Refresh benchmark snapshot for release

adz · adz · commit ac8c83e7d022 · 2026-03-16T23:04:53.000+10:30
diff --git a/AGENTS.md b/AGENTS.md
@@ -29,6 +29,7 @@ These standards represent the user's preferred style and architectural philosoph
 ## 3. Testing & Validation
 - **Unquote Assertions:** Use `Swensen.Unquote` for all assertions: `test <@ actual = expected @>`.
 - **Round-Trip Testing:** Always include tests that verify a value can be serialized and then deserialized back to its original state.
+- **Release benchmark refresh:** Before cutting a release, rerun `bash scripts/generate-benchmark-snapshot.sh --stdout-only`, update the benchmark-facing docs to match the new snapshot, and do not ship stale performance numbers.
 
 ## 4. Architectural Patterns
 - **Decoder Pattern:** `JsonSource -> struct('T * JsonSource)`
@@ -40,6 +41,7 @@ These standards represent the user's preferred style and architectural philosoph
 - **Keep `Json.compile` explicit.** Hiding compilation inside `serialize`/`deserialize` would either recompile on each call or require implicit caching, which is poor UX for a performance-oriented library.
 - **Explicit nested/custom schemas currently use `Schema.fieldWith`.** Auto-resolution exists for primitives, lists, and arrays only. Future work may rename this, but the explicit-schema distinction is currently meaningful.
 - **Benchmarks should use the same DSL as tests and docs.** Avoid introducing parallel schema-definition styles unless the repo deliberately adopts a second public API.

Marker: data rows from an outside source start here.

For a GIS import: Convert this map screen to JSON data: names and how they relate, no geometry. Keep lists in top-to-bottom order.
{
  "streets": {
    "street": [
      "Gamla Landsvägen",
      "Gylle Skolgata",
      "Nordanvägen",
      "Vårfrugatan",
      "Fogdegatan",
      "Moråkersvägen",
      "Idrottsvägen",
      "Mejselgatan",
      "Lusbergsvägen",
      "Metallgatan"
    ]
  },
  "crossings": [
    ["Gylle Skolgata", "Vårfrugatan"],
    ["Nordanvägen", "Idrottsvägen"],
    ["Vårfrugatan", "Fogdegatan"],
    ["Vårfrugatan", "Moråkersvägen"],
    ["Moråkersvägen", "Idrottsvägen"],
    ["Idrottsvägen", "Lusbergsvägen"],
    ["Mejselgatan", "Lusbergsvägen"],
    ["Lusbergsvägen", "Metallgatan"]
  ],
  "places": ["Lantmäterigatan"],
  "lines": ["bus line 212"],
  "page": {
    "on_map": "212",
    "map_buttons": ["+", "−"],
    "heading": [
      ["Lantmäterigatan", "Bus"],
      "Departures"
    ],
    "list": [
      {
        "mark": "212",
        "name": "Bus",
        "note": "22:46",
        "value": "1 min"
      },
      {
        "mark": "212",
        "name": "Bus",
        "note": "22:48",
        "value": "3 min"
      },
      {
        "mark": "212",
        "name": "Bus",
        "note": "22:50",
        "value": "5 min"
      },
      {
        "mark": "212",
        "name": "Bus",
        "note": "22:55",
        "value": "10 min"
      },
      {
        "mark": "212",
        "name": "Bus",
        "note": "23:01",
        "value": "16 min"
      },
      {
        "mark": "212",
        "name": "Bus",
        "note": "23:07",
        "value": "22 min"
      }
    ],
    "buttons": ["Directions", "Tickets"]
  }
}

+- **Release prep includes benchmark docs refresh.** If the release changes public performance-relevant code or performance messaging, refresh the manual benchmark snapshot and update `README.md` and benchmark docs in the same release-prep pass.
 - **When changing parsers, expand tests before refactoring.** The JSON and XML parsers are handwritten and should be treated as deterministic state machines, not “best effort” parsers.
 - **The XML surface is intentionally a small subset.** Current support is element-only XML with exact tags, escaped text, repeated `<item>` children for collections, and ignorable inter-element whitespace. Attributes, namespaces, mixed content, comments, CDATA, self-closing tags, and processing instructions are still out of scope.
 - **Common built-in schemas are now broader, but still intentional.** Auto-resolution currently includes `int64`, `int16`, `byte`, `sbyte`, `uint32`, `uint16`, `uint64`, `float`, `decimal`, `char`, `Guid`, `DateTime`, `DateTimeOffset`, `TimeSpan`, numeric-wire enums, and array-backed `IReadOnlyList<T>` / `ICollection<T>` in addition to the original primitives, lists, arrays, options, and mapping helpers. Concrete `ResizeArray<'T>` / `List<T>` uses the explicit `Schema.resizeArray` helper, and direct dictionary support still stays out of scope until there is a cleaner JSON/XML symmetry story.
@@ -54,5 +56,5 @@ These standards represent the user's preferred style and architectural philosoph
 - **Numeric parsing should stay on the shared portable helpers.** Route JSON/XML/KeyValue/import numeric decoding through the `Core.tryParse...Invariant` and `Core.parse...Invariant` helpers instead of ad hoc `Parse(..., InvariantCulture)` calls plus exception-type checks, so Fable stays warning-free and the invalid/out-of-range behavior remains aligned across runtimes.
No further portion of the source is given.